CONCLUSIONS: Contemporary language-model AI platforms can generate extensive differential diagnoses with limited data input. However, doctors can refine these diagnoses through focused history-taking, physical examinations, and clinical experience-skills that current AI platforms lack.

摘要：

目的：通过将语言模型人工智能（AI）的预测与董事会认证的耳科/神经外科医生使用患者描述的症状进行的诊断进行对比，来研究其在诊断疾病中的准确性。
方法：前瞻性队列研究。
方法：三级护理中心。
方法：100名成年人参与了这项研究。这些包括新患者或有新症状的确诊患者。如果个人无法提供其症状的书面描述，则将其排除在外。

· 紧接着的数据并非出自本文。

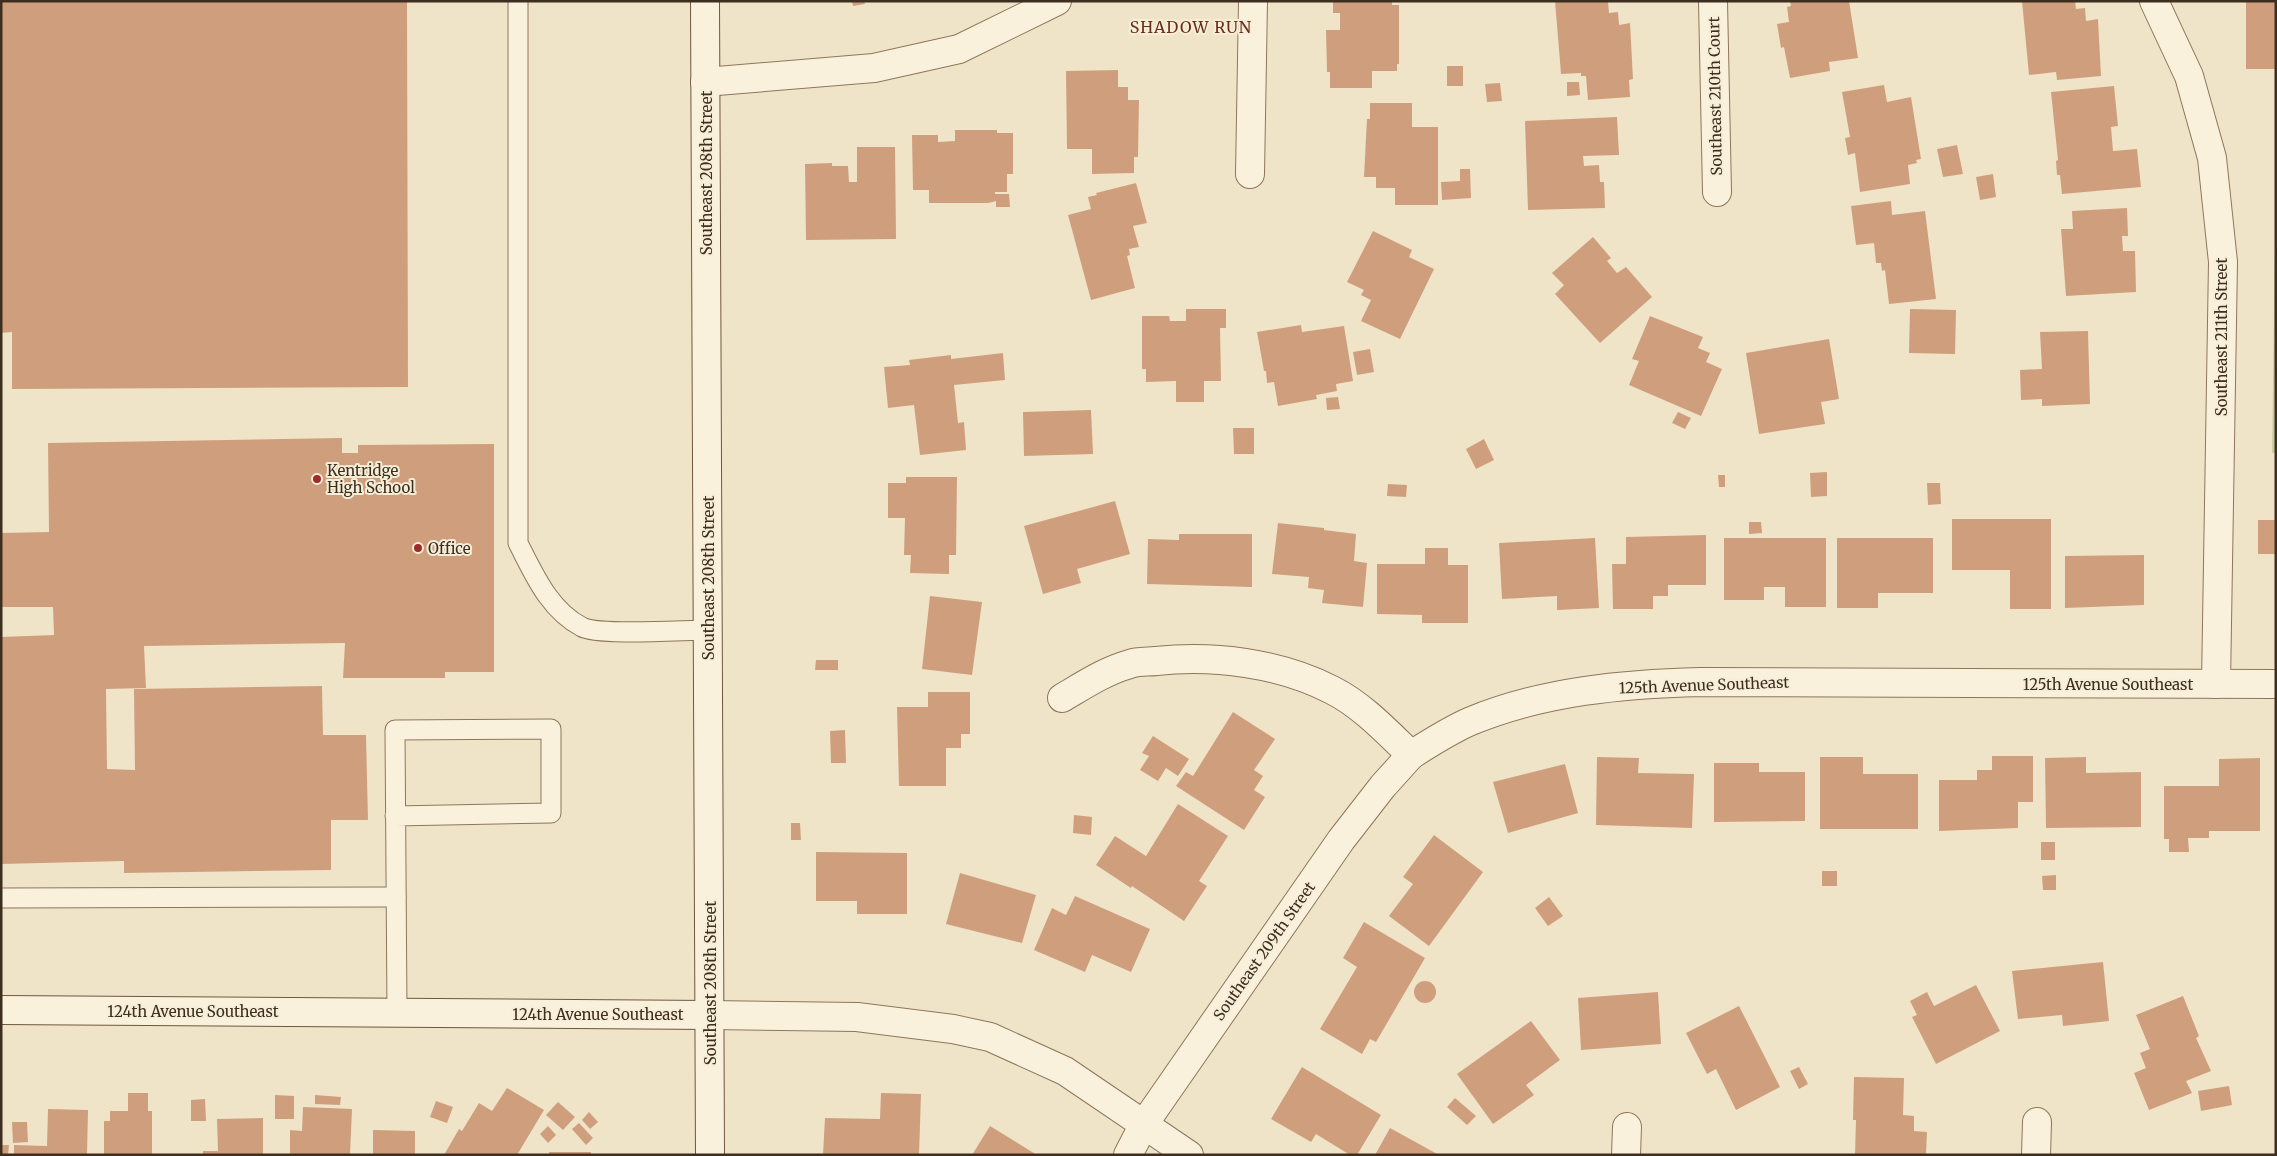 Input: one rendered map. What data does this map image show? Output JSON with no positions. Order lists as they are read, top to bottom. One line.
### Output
{"streets":{"street":["Southeast 210th Court","Southeast 208th Street","Southeast 211th Street","125th Avenue Southeast","Southeast 209th Street","124th Avenue Southeast"]},"crossings":[["Southeast 208th Street","124th Avenue Southeast"],["Southeast 211th Street","125th Avenue Southeast"],["125th Avenue Southeast","Southeast 209th Street"],["Southeast 209th Street","124th Avenue Southeast"]],"districts":["SHADOW RUN"],"places":["Kentridge High School","Office"]}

方法：将患者症状摘要提供给三个公开的AI平台：ChatGPT4.0，GoogleBard，和WebMD\"症状检查器。\"
方法：本研究通过将AI结果与神经科医师确定的诊断结果进行比较，评估了三种不同的AI平台在诊断耳科疾病中的准确性，并将相同的信息提供给AI平台，然后再进行完整的病史和体格检查。
结果：该研究包括100名患者（52名男性和48名女性；平均年龄为59.2岁）。AI和医生之间的Fleiss\'kappa为-0.103（p<0.01）。AI和医生之间的卡方检验为χ2=12.95(df=2;p<0.001)。AI模型之间的Fleiss\'kappa为0.409。ChatGPT4.0、GoogleBard的诊断准确率分别为22.45、12.24和5.10%，和WebMD,分别。
结论：当代语言模型AI平台可以在有限的数据输入下生成广泛的鉴别诊断。然而,医生可以通过集中的病史记录来完善这些诊断，体检,以及当前AI平台缺乏的临床经验技能。